** MATERIAL FOR THE TASK follows **

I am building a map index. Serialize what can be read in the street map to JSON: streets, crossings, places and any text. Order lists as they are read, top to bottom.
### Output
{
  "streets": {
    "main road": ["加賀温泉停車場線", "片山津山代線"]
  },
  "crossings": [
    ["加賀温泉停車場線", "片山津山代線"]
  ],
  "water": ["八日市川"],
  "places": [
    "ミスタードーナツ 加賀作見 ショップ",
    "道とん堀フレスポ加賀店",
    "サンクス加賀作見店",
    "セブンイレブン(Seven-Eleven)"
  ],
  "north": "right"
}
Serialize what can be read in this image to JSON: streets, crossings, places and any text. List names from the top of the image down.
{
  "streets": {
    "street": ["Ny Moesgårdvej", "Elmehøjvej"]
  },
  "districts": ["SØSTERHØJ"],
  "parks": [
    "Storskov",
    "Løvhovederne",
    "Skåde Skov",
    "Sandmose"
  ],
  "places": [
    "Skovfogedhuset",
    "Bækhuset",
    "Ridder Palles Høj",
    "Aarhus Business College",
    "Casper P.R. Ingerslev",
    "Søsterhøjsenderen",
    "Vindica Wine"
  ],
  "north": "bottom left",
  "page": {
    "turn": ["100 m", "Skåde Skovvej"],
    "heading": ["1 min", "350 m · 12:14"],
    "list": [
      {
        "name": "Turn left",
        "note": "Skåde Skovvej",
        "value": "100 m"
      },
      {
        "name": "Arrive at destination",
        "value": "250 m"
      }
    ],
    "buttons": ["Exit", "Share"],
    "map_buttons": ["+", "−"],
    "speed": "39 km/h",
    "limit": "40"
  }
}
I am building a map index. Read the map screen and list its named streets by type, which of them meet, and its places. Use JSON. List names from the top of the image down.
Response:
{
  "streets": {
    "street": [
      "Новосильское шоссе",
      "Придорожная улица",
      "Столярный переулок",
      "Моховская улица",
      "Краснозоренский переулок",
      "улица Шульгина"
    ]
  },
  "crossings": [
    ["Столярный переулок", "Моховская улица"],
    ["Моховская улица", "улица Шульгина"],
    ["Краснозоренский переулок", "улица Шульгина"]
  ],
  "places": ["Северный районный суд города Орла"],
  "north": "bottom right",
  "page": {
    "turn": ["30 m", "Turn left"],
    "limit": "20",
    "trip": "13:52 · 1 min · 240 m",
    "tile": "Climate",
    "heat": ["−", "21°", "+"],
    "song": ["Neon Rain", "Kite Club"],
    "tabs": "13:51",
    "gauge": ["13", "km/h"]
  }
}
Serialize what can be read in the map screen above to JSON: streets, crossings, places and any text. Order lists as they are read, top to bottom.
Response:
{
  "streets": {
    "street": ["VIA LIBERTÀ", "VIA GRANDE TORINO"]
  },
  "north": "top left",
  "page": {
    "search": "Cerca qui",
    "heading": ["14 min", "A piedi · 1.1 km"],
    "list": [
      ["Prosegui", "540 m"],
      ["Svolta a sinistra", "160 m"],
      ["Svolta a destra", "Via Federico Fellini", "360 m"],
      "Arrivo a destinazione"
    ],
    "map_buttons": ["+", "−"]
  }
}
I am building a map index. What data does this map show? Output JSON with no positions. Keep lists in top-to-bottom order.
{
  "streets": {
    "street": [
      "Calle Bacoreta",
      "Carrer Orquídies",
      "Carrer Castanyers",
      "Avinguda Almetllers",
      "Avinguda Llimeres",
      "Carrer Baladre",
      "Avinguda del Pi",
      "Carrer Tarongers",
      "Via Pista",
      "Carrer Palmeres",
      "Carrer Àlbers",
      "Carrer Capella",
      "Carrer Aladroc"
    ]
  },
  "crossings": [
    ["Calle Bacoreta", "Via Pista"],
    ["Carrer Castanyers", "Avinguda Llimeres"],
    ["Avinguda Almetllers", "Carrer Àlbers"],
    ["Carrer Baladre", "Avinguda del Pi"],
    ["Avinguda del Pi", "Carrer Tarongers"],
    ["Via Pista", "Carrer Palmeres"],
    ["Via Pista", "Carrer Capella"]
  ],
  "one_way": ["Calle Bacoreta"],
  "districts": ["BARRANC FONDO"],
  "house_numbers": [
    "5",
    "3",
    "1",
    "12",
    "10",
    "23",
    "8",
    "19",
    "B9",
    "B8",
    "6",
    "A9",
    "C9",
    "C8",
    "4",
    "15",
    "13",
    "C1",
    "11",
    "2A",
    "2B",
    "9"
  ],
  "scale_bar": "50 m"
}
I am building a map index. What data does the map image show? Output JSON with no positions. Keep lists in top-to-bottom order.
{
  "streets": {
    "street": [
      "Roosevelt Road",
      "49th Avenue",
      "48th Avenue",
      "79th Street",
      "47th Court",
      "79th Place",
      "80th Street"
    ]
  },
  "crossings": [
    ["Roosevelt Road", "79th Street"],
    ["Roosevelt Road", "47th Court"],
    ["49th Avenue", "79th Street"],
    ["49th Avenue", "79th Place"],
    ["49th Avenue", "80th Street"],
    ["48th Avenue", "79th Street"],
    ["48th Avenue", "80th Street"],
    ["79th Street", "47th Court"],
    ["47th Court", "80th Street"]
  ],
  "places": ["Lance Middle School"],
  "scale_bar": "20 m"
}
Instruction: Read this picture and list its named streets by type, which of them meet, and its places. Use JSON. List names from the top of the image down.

** End of MATERIAL FOR THE TASK **

→ TASK OBJECTIVE
The task calls for all lines in the entries that hold "them".

→ ANSWER BOX
I am building a map index. Read the map screen and list its named streets by type, which of them meet, and its places. Use JSON. List names from the top of the image down.
Instruction: Read this picture and list its named streets by type, which of them meet, and its places. Use JSON. List names from the top of the image down.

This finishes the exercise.